Project information

With an estimated twelve million visitors each year, Barcelona is one of the best-known and most visited cities in Europe. This city is famous for its outstanding football team, stunning architecture, lively nightlife, sandy beaches, and world-class cuisine. Not to mention a vibrant cultural heritage and colorful neighborhood festivals that attract visitors and settlers from around the world. Barcelona regularly features in the annual lists of the world’s smartest cities and most foreign resident originally moved there with the intention of staying for a couple of years but ended up enjoying the lifestyle so much that they ended up staying. Hence, for this project, I felt it would be interesting to gain an insight about the pricing of residential house in this marvelous City.

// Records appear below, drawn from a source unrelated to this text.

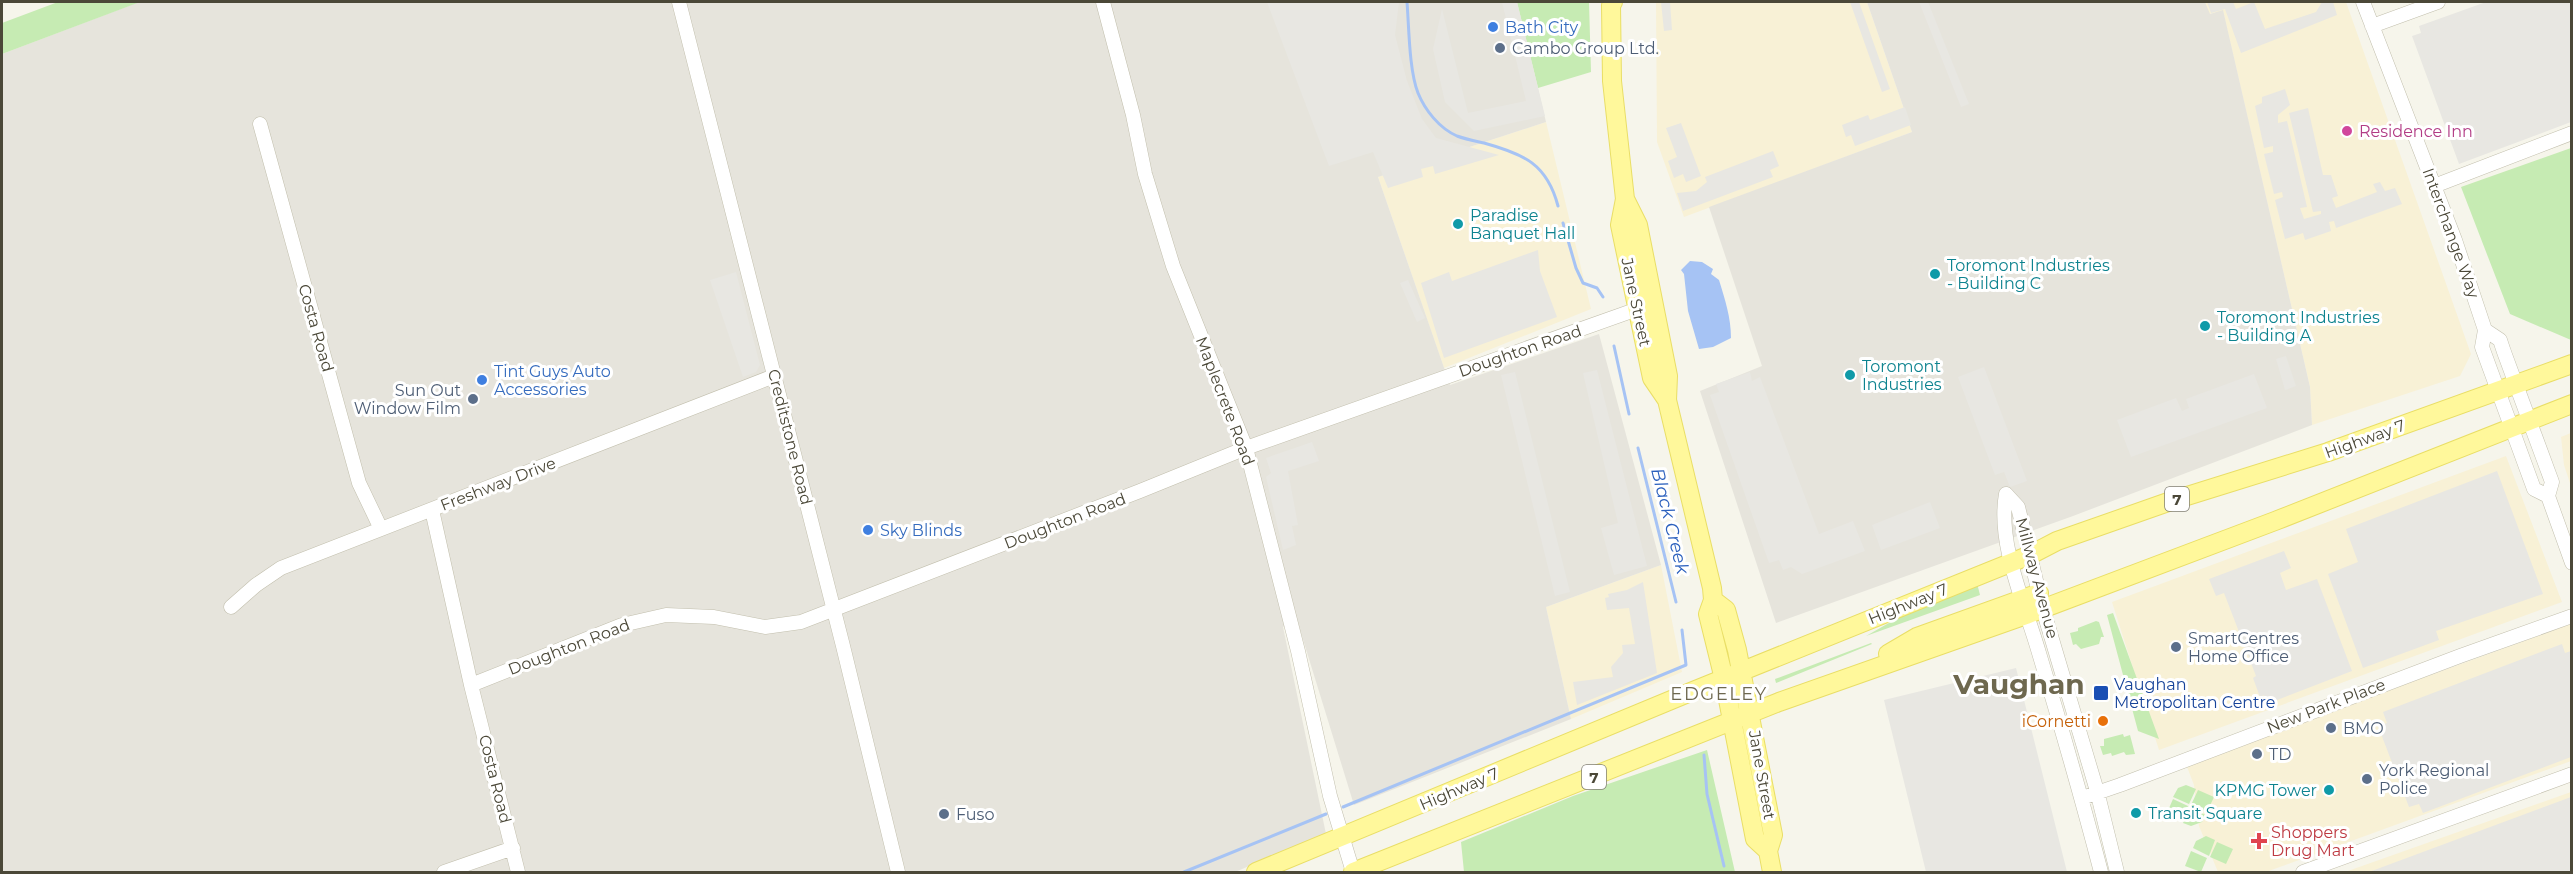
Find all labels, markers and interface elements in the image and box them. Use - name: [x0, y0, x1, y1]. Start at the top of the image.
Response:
- place label: Bath City: [1505, 18, 1578, 37]
- marker: Bath City: [1486, 20, 1500, 34]
- place label: Cambo Group Ltd.: [1512, 39, 1659, 58]
- marker: Cambo Group Ltd.: [1493, 41, 1507, 55]
- place label: Residence Inn: [2359, 122, 2473, 141]
- marker: Residence Inn: [2340, 124, 2354, 138]
- street label: Interchange Way: [2419, 165, 2483, 301]
- place label: Paradise Banquet Hall: [1470, 206, 1575, 243]
- marker: Paradise Banquet Hall: [1451, 217, 1465, 231]
- street label: Jane Street: [1617, 255, 1655, 349]
- place label: Toromont Industries - Building C: [1947, 256, 2110, 293]
- marker: Toromont Industries - Building C: [1928, 267, 1942, 281]
- street label: Costa Road: [294, 282, 338, 374]
- place label: Toromont Industries - Building A: [2217, 308, 2380, 345]
- marker: Toromont Industries - Building A: [2198, 319, 2212, 333]
- street label: Doughton Road: [1456, 321, 1584, 381]
- street label: Maplecrete Road: [1192, 334, 1258, 468]
- place label: Toromont Industries: [1862, 357, 1942, 394]
- place label: Tint Guys Auto Accessories: [494, 362, 611, 399]
- street label: Creditstone Road: [764, 367, 816, 507]
- marker: Toromont Industries: [1843, 368, 1857, 382]
- marker: Tint Guys Auto Accessories: [475, 373, 489, 387]
- place label: Sun Out Window Film: [354, 381, 461, 418]
- marker: Sun Out Window Film: [466, 392, 480, 406]
- street label: Highway 7: [2322, 416, 2408, 462]
- street label: Freshway Drive: [438, 453, 558, 515]
- water label: Black Creek: [1646, 466, 1694, 578]
- road number: 7: [2165, 487, 2189, 511]
- street label: Doughton Road: [1001, 489, 1129, 553]
- street label: Millway Avenue: [2012, 515, 2062, 641]
- place label: Sky Blinds: [880, 521, 962, 540]
- marker: Sky Blinds: [861, 523, 875, 537]
- street label: Highway 7: [1865, 579, 1951, 629]
- street label: Doughton Road: [505, 615, 633, 679]
- place label: SmartCentres Home Office: [2188, 629, 2299, 666]
- marker: SmartCentres Home Office: [2169, 640, 2183, 654]
- district label: Vaughan: [1952, 667, 2085, 701]
- place label: Vaughan Metropolitan Centre: [2114, 675, 2276, 712]
- street label: New Park Place: [2264, 675, 2388, 737]
- district label: EDGELEY: [1670, 683, 1768, 705]
- marker: Vaughan Metropolitan Centre: [2092, 684, 2110, 702]
- place label: iCornetti: [2022, 712, 2091, 731]
- marker: iCornetti: [2096, 714, 2110, 728]
- place label: BMO: [2343, 719, 2384, 738]
- marker: BMO: [2324, 721, 2338, 735]
- street label: Jane Street: [1745, 728, 1779, 822]
- street label: Costa Road: [475, 733, 515, 825]
- place label: TD: [2269, 745, 2291, 764]
- marker: TD: [2250, 747, 2264, 761]
- place label: York Regional Police: [2379, 761, 2489, 798]
- street label: Highway 7: [1417, 764, 1501, 814]
- road number: 7: [1582, 765, 1606, 789]
- marker: York Regional Police: [2360, 772, 2374, 786]
- place label: KPMG Tower: [2214, 781, 2317, 800]
- marker: KPMG Tower: [2322, 783, 2336, 797]
- place label: Transit Square: [2148, 804, 2262, 823]
- place label: Fuso: [956, 805, 994, 824]
- marker: Transit Square: [2129, 806, 2143, 820]
- marker: Fuso: [937, 807, 951, 821]
- place label: Shoppers Drug Mart: [2271, 823, 2355, 860]
- marker: Shoppers Drug Mart: [2252, 834, 2266, 848]

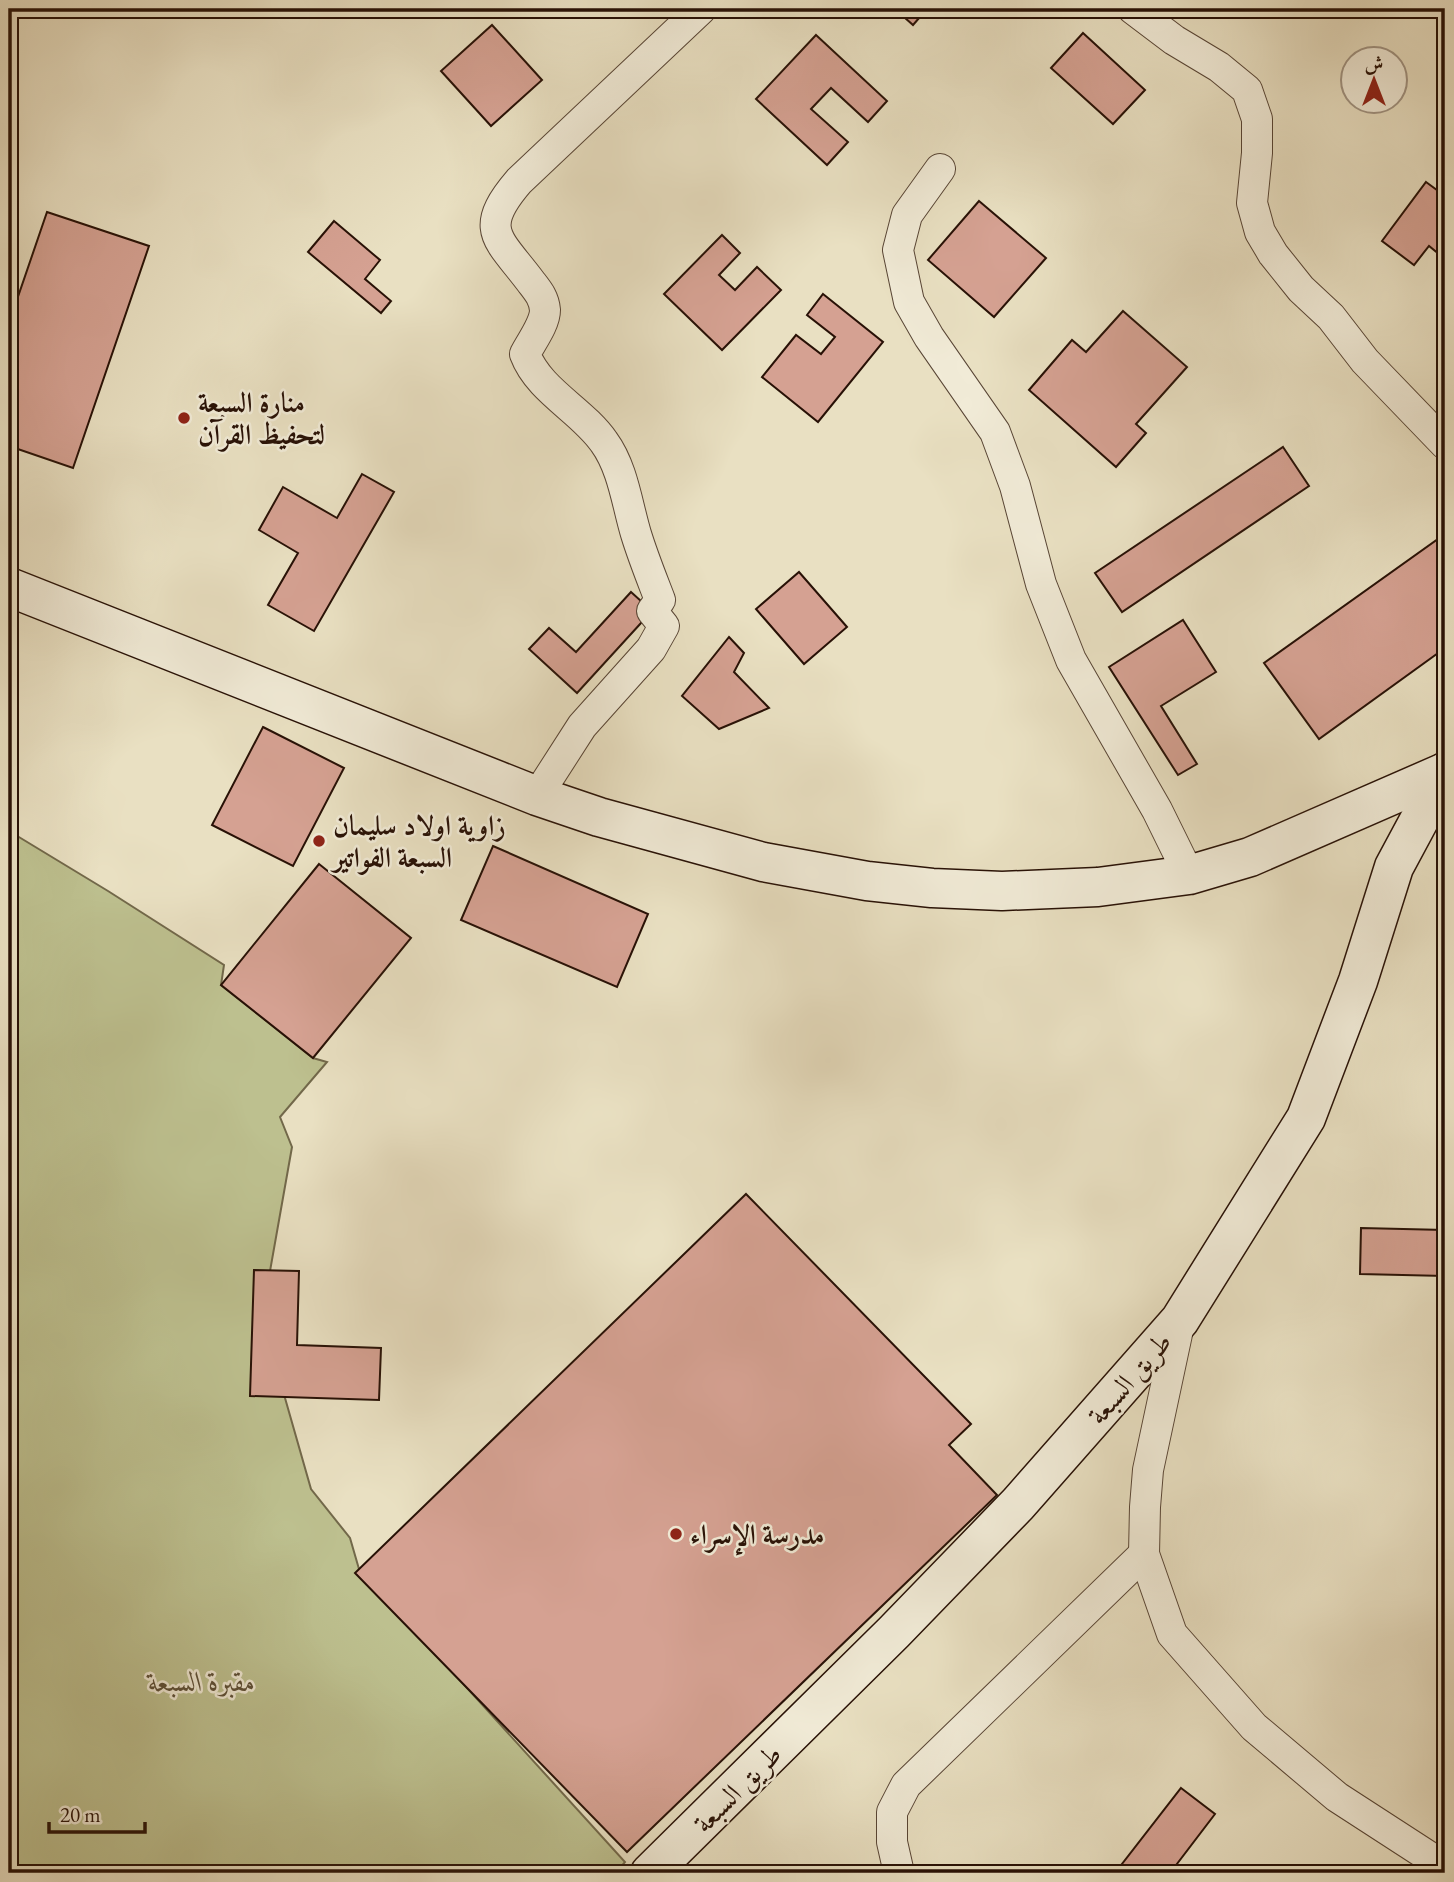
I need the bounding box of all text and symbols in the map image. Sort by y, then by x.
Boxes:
north arrow [1338,46,1408,116]
text: ش [1365,51,1383,76]
place label: منارة السبعة لتحفيظ القرآن [198,384,325,453]
marker: منارة السبعة لتحفيظ القرآن [176,410,192,426]
place label: زاوية اولاد سليمان السبعة الفواتير [330,807,506,875]
marker: زاوية اولاد سليمان السبعة الفواتير [311,833,327,849]
street label: طريق السبعة [1079,1324,1179,1432]
place label: مدرسة الإسراء [690,1516,824,1556]
marker: مدرسة الإسراء [668,1526,684,1542]
park label: مقبرة السبعة [145,1663,256,1699]
street label: طريق السبعة [685,1736,789,1840]
scale bar [49,1791,145,1835]
text: 20 m [60,1801,101,1828]

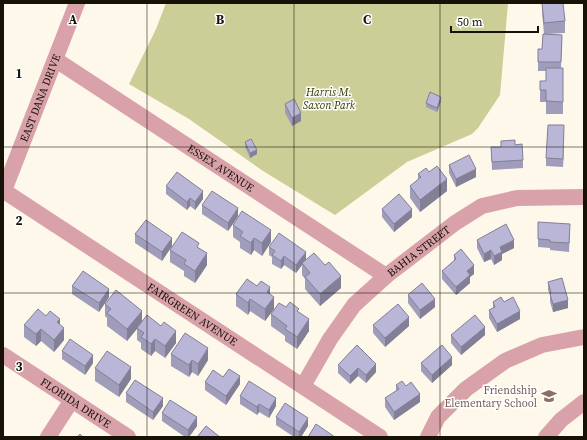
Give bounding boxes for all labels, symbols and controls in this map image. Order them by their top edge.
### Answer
scale bar [451,8,538,34]
text: A [69,11,78,28]
text: B [216,11,225,28]
text: C [363,11,371,28]
text: 50 m [457,14,483,30]
street label: EAST DANA DRIVE [17,52,65,144]
text: 1 [15,65,23,82]
park label: Harris M. Saxon Park [303,85,356,113]
street label: ESSEX AVENUE [184,141,257,196]
text: 2 [15,212,23,229]
street label: BAHIA STREET [384,222,454,280]
street label: FAIRGREEN AVENUE [144,280,240,350]
text: 3 [15,358,23,375]
street label: FLORIDA DRIVE [37,375,114,432]
place label: Friendship Elementary School [445,383,537,411]
school or university icon: Friendship Elementary School [540,387,558,405]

"How much should this house cost? ".

"How can we better estimate prices?".

This question were especially interesting to me in the context of this real estate data analysis project, the first step is to gather the data needed to answer it and develop a modeling plan. I got my data from scrapping housing detail from www.thinkspain.com and carried out various data and model Analysis to provide answers to the questions above. I also needed to carry out price prediction Analysis from various house advertising description details, hence, used the opportunity to learn about Natural Language Processing (NLP)

The articles in this series dive deep into each step in this project, including data preparation, modeling, and iteration based on evaluations of the models in order to find the best possible model for predicting Barcelona province real estate prices

Project Strategy

This project had several facets outlined in the flow diagram below.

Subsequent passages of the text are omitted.